Interesting case. If you look at the combined diff, you can see that the
two hunks are actually separated by a single blank line from the
original:

  $ git show 4a3ed2bec603
  [...]
  diff --cc builtin/checkout.c
  index 2e72a5e5a9,7cd01f62be..ffa776c6e1
  --- a/builtin/checkout.c
  +++ b/builtin/checkout.c
  @@@ -737,14 -738,13 +738,20 @@@ static int merge_working_tree(const str
                           */
                          if (!old_branch_info->commit)
                                  return 1;
  +                       old_tree = get_commit_tree(old_branch_info->commit);
  + 
  +                       if (repo_index_has_changes(the_repository, old_tree, &sb))
  +                               die(_("cannot continue with staged changes in "
  +                                     "the following files:\n%s"), sb.buf);
  +                       strbuf_release(&sb);
    
   +                      if (repo_index_has_changes(the_repository,
   +                                                 get_commit_tree(old_branch_info->commit),
   +                                                 &sb))
   +                              warning(_("staged changes in the following files may be lost: %s"),
   +                                      sb.buf);
   +                      strbuf_release(&sb);
   +
                          /* Do more real merge */
    
                          /*

which is itself an interesting diff artifact.
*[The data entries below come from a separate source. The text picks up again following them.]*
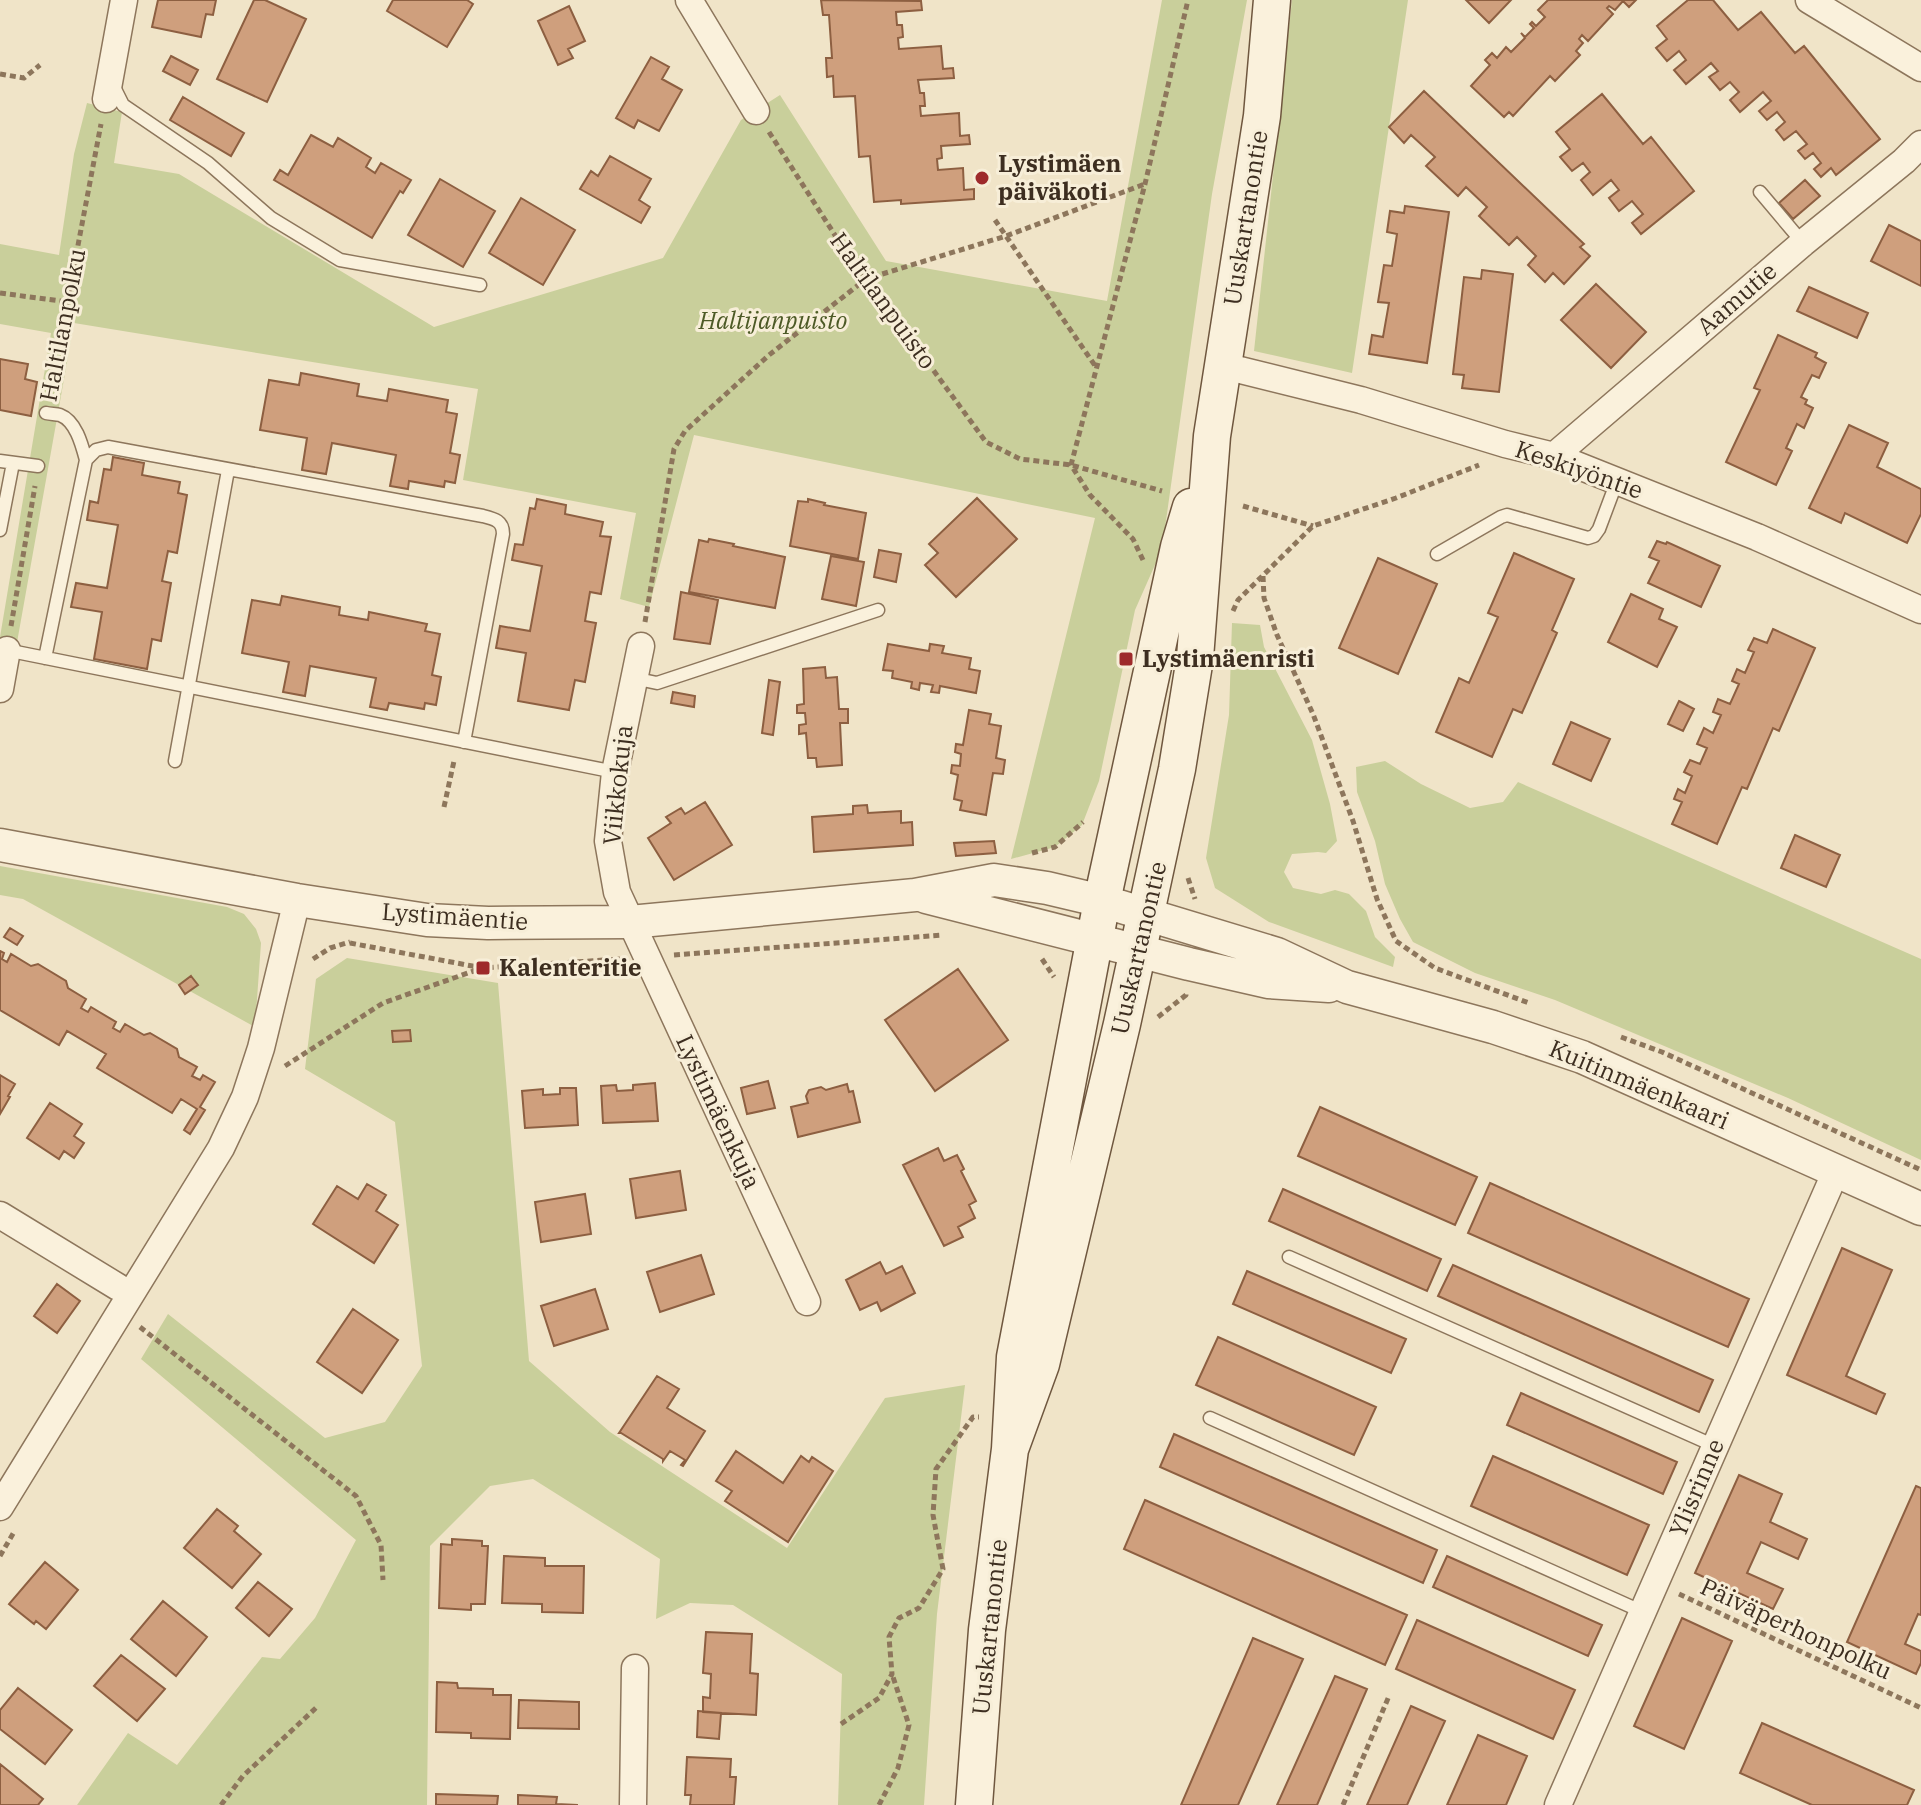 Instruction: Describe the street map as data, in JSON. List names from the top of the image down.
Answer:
{
  "streets": {
    "main road": ["Uuskartanontie"],
    "street": [
      "Aamutie",
      "Keskiyöntie",
      "Viikkokuja",
      "Lystimäentie",
      "Kuitinmäenkaari",
      "Lystimäenkuja",
      "Ylisrinne"
    ],
    "path": ["Haltilanpuisto", "Haltilanpolku", "Päiväperhonpolku"]
  },
  "crossings": [
    ["Uuskartanontie", "Keskiyöntie"],
    ["Uuskartanontie", "Lystimäentie"],
    ["Uuskartanontie", "Kuitinmäenkaari"],
    ["Aamutie", "Keskiyöntie"],
    ["Viikkokuja", "Lystimäentie"],
    ["Viikkokuja", "Lystimäenkuja"],
    ["Lystimäentie", "Kuitinmäenkaari"],
    ["Lystimäentie", "Lystimäenkuja"],
    ["Kuitinmäenkaari", "Ylisrinne"],
    ["Ylisrinne", "Päiväperhonpolku"]
  ],
  "parks": ["Haltijanpuisto"],
  "places": {
    "other": ["Lystimäen päiväkoti"],
    "transit": ["Lystimäenristi", "Kalenteritie"]
  }
}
The original had a line at
the end, splitting the "if (!old_branch...)" conditional from the "Do
more real merge" comment.  The upper half of the hunk _didn't_ add a new
line between that old conditional and the new code. But the lower half
did, but diff reports it as adding the line at the end (which is equally
valid to adding the line at the top; who knows what the author actually
did!).

That tidbit aside, in general I'd think a single line would not be
enough to separate two hunks and consider them independent. At first I
thought that XDL_MERGE_ZEALOUS was to blame. If I do this:

diff --git a/ll-merge.c b/ll-merge.c
index 5b8d46aede..ea445dfb55 100644
--- a/ll-merge.c
+++ b/ll-merge.c
@@ -107,7 +107,6 @@ static int ll_xdl_merge(const struct ll_merge_driver *drv_unused,
 	}
 
 	memset(&xmp, 0, sizeof(xmp));
-	xmp.level = XDL_MERGE_ZEALOUS;
 	xmp.favor = opts->variant;
 	xmp.xpp.flags = opts->xdl_opts;
 	if (git_xmerge_style >= 0)

and re-run the merge, I get a conflict. But it's not in those lines! The
diff of the conflicted state is:

diff --cc builtin/checkout.c
index 2e72a5e5a9,7cd01f62be..0000000000
--- a/builtin/checkout.c
+++ b/builtin/checkout.c
@@@ -725,9 -725,10 +725,15 @@@ static int merge_working_tree(const str
  			 */
  			struct tree *result;
  			struct tree *work;
+ 			struct tree *old_tree;
  			struct merge_options o;
++<<<<<<< HEAD
  			struct strbuf sb = STRBUF_INIT;
  
++=======
++			struct strbuf sb = STRBUF_INIT;
++
++>>>>>>> 4a3ed2bec603^2
  			if (!opts->merge)
  				return 1;
  
@@@ -737,14 -738,13 +743,20 @@@
  			 */
  			if (!old_branch_info->commit)
  				return 1;
+ 			old_tree = get_commit_tree(old_branch_info->commit);
+ 
+ 			if (repo_index_has_changes(the_repository, old_tree, &sb))
+ 				die(_("cannot continue with staged changes in "
+ 				      "the following files:\n%s"), sb.buf);
+ 			strbuf_release(&sb);
  
 +			if (repo_index_has_changes(the_repository,
 +						   get_commit_tree(old_branch_info->commit),
 +						   &sb))
 +				warning(_("staged changes in the following files may be lost: %s"),
 +					sb.buf);
 +			strbuf_release(&sb);
 +
  			/* Do more real merge */
  
  			/*

So it found another conflict (where the zealous resolution did the
_right_ thing!) but didn't do anything for the hunk in question.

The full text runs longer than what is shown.